Back at the office Tuesday after a long holiday break. So lots of questions for me, and a busy day. Good to be back.

It was also the day that Google announced a new mobile phone, the Nexus. Early reviews all say it’s fabulous, as good as the iPhone in many ways. It’s got a much better screen, they say, but correspondingly worse battery life.

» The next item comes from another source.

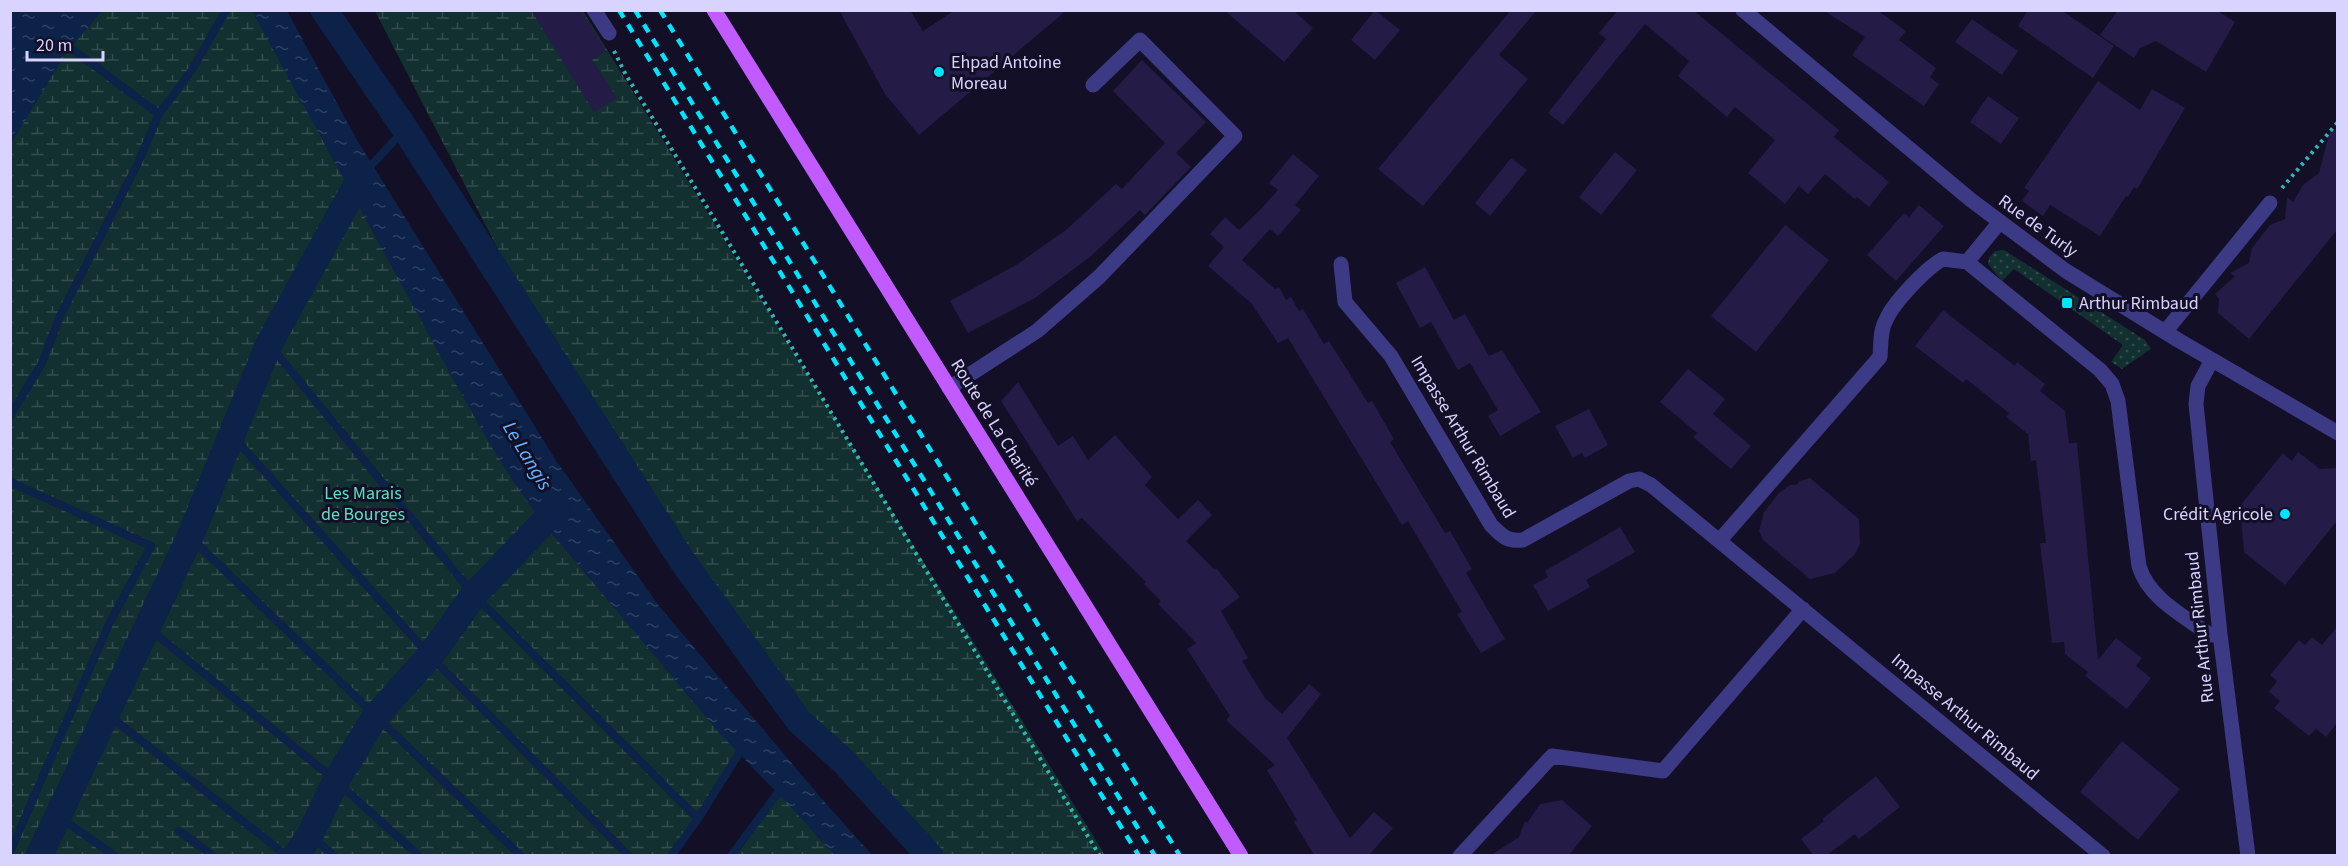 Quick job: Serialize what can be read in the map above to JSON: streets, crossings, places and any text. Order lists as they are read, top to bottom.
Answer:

Not to be outdone, Apple has been leaking details of their next big thing – a tablet of some sort, to be announced late this month. There’s been lots of speculation about that on the blogs, of course. We can’t figure out what earth-shattering feature might differentiate an Apple tablet from previous, ho-hum tablets. Consensus is that it’s got to be different or Steve Jobs wouldn’t do it. Different and useful. More than “surfing the internet on the can” – which the iPhone and MacBook handle quite well, thank you.

If anybody can, I am sure that Steve Jobs and company will figure out what a tablet is good for – or at least how to wow us enough that we’ll want one, too.

But, wow, that it has come to this. Three years ago, the iPhone turned the cell phone handset business upside down. Now that the competition has caught up, Apple is moving on to something completely different – presumably an entirely new product line. They’ll still be printing money with iPhones.

And we have come to expect that the Steve Jobs won’t do something that’s not revolutionary.

Back to that Google phone. The hardware looks fine, an iPhone knock-off almost as minimalist as Apple’s wares. On the Nexus, the iPhone’s one-button-to-rule-them-all gives way to four buttons and a roller-ball nose.

(See Amit’s post on the back button vs home button design philosophies for the benefits of multiple buttons.)

Based on a brief hands-on with a Droid, I have no doubt that it will handle Gmail and Google apps much better than any phone on earth.

Oh but that home screen – it’s ugly as the Nexus’s name. Google’s marketing shows a wallpaper gray boxes that the reviews say ripple to follow your fingertip on the screen. The reviewers say it’s cool, but in still images make the gray cubes look ckunky.

And yet, in three short years the competition has gone from pushbutton phones (remember Motorola’s Razr) to two iPhone-quality choices – one an Android clone that’s better than the iPhone in significant ways.

And it sounds like Apple plans to respond with something completely different.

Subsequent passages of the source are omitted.